En la Tierra como en el Cielo

Se cumplen en estos días los 50 años de la llegada del hombre a la luna. Una cumbre en el desarrollo científico de la humanidad. Aunque muchos pretenden hacernos creer que ciencia y religión están enfrentadas, nada más lejos de la realidad. Convendría recordar que fue Roger Bacon, un fraile franciscano inglés, quien, en el siglo XIII, estableció el metodo científico. Fue el jesuita croata Ruder Boscovich, en el siglo XVIII, el que propuso la teoría sobre la estructura de la materia y está considerado el padre de la teoría atómica. A principios del siglo XX, el sacerdote belga Georges Lamaitre fue el primer científico en proponer la teoría de la expansión del universo y otras más, atribuidas erróneamente a Hubble, entre ellas la teoría del Big-Bang.

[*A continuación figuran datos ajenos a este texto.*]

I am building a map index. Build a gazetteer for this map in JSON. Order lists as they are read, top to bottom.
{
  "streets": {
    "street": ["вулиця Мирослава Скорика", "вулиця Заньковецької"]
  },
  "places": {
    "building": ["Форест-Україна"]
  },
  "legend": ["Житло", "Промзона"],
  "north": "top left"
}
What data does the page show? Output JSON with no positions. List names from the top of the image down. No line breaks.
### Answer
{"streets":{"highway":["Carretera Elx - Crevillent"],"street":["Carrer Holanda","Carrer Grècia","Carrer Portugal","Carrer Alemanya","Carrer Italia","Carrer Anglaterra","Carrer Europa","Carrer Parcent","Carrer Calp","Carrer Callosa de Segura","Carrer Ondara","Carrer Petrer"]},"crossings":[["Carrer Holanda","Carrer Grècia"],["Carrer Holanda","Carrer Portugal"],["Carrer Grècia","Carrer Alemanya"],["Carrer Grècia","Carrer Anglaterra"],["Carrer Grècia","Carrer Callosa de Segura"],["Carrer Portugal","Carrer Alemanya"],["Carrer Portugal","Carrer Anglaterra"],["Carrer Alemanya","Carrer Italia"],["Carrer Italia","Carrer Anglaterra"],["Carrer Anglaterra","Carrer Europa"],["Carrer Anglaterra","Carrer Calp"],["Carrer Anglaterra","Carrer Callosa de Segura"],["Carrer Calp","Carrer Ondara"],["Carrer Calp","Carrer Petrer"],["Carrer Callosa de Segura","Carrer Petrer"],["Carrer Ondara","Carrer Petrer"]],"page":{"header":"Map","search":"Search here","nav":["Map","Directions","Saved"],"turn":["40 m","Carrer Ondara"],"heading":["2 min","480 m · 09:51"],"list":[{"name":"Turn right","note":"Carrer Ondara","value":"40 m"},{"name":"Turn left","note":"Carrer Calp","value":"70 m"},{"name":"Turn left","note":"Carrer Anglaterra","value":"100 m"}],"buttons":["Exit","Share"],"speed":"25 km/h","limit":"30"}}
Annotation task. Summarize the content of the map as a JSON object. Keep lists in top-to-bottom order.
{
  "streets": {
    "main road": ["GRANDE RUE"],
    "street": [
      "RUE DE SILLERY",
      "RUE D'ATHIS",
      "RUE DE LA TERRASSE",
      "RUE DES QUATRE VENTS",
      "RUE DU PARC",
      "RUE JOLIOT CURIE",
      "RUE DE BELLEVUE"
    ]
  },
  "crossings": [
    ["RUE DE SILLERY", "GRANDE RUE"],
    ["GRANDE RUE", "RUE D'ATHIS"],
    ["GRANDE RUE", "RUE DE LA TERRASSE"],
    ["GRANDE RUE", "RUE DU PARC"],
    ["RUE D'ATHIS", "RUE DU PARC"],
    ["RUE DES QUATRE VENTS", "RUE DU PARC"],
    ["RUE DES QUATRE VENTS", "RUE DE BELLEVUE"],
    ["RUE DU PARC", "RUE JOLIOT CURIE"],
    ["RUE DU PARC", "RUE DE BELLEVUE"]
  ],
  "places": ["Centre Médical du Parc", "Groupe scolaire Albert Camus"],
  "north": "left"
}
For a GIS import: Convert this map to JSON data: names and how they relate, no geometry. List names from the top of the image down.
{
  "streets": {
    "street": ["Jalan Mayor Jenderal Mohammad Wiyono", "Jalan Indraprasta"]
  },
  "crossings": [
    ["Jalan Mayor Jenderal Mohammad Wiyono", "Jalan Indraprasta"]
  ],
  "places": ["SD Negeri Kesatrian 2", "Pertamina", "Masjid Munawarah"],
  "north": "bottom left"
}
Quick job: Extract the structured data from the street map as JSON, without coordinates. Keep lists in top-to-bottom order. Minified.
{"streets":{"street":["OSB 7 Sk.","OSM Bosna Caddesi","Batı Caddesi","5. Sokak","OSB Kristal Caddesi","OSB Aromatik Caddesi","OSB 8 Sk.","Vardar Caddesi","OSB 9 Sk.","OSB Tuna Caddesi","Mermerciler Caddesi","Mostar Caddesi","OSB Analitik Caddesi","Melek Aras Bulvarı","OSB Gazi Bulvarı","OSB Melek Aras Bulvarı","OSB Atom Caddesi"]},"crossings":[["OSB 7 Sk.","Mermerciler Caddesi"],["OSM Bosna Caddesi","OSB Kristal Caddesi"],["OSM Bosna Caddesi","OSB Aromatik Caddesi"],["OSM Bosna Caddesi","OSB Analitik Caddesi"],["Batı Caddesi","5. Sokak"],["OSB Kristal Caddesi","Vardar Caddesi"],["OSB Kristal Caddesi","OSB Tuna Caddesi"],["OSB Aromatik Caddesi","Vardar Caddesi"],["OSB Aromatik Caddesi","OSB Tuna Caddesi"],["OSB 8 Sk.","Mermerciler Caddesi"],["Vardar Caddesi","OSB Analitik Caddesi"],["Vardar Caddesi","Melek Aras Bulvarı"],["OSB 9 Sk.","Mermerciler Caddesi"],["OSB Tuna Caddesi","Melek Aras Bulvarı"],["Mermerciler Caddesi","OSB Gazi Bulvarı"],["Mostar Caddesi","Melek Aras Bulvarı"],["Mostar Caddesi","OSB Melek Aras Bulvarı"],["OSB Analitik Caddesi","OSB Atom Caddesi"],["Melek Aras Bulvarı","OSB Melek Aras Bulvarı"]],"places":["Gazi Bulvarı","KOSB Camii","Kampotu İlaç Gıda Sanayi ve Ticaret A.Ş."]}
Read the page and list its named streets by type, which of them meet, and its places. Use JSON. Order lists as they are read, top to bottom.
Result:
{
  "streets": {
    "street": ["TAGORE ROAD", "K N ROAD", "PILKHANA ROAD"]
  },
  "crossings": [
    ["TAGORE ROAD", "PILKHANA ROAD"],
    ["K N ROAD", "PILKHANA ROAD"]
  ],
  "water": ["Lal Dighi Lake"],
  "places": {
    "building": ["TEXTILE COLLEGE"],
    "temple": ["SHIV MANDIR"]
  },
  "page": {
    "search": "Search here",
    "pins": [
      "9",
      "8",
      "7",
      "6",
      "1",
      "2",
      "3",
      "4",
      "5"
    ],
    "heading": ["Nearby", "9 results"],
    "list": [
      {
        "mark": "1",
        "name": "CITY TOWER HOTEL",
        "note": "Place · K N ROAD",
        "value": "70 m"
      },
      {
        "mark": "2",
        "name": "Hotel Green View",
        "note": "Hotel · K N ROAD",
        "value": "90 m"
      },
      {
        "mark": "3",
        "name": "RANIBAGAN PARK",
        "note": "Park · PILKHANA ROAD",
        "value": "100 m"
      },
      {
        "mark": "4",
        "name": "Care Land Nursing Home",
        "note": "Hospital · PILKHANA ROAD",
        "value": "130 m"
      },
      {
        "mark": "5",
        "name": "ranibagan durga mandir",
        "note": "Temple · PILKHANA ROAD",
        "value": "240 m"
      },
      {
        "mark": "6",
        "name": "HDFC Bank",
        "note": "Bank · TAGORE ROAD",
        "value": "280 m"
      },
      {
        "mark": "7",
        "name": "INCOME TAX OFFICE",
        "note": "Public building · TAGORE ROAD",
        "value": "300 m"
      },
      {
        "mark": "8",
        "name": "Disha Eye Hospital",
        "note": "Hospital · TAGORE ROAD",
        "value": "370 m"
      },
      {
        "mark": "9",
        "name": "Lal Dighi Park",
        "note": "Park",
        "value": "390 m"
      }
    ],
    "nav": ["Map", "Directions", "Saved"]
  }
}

Ciencia y Fé siempre han estado unidas, que no te engañen…

La primera persona en doctorarse en informática en los Estados Unidos, en 1965, fue mujer y monja católica, Mary Keller, que también fue una de los tres creadores del lenguaje de programación BASIC. De ninguno de ellos y de cómo su Fe les impulsaba harán una película. Fue un presidente católico el que tomó la firme determinación de llevar un hombre a la luna antes de que acabara la década de los 1960s. Así, un día de la Virgen del Carmen, patrona de navegantes, nautas de mar o del cosmos, el 16 de julio de 1969, bajo su segura protección, se lanzó el Apollo XI camino de nuestro satélite natural. Para rematar la faena, el mismo día en que el hombre ponía el pie en la luna, el 20 de julio, el coronel Aldrin celebró allí mismo una eucaristía. Para un cristiano, el progreso basado en la dignidad humana y orientado al Bien Común es la manera de hacer Su voluntad, así en la Tierra como en el cielo.

José A. Ramos-Clemente y Pinto.

Secretario de Organización.

Asociación Cristianos en Democracia.